■ Your goal ■
The lines to copy run from the one containing "I need the bounding" to the end of the records below; repeat them exactly and include nothing else.

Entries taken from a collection
*-*-*

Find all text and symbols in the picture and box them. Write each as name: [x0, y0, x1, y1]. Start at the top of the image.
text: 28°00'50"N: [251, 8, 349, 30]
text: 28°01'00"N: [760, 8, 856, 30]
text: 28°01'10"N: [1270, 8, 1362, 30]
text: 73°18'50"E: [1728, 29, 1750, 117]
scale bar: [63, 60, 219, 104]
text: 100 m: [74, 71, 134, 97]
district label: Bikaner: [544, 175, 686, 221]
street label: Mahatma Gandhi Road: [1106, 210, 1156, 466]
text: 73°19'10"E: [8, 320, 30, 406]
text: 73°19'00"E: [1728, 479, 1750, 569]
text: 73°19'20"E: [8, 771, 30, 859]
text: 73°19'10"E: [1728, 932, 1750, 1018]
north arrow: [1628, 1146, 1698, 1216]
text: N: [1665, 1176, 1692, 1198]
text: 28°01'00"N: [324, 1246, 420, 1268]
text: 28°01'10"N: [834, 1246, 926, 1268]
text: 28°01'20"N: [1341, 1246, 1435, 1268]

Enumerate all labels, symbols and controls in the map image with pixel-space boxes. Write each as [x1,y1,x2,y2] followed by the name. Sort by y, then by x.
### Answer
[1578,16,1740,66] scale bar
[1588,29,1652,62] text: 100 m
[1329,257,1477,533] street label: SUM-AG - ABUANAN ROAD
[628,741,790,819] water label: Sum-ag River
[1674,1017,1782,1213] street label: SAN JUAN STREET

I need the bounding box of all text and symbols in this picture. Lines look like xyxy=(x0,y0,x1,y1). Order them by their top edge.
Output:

*-*-*

■ Problem solution ■
I need the bounding box of all text and symbols in this picture. Lines look like xyxy=(x0,y0,x1,y1). Order them by their top edge.
Output:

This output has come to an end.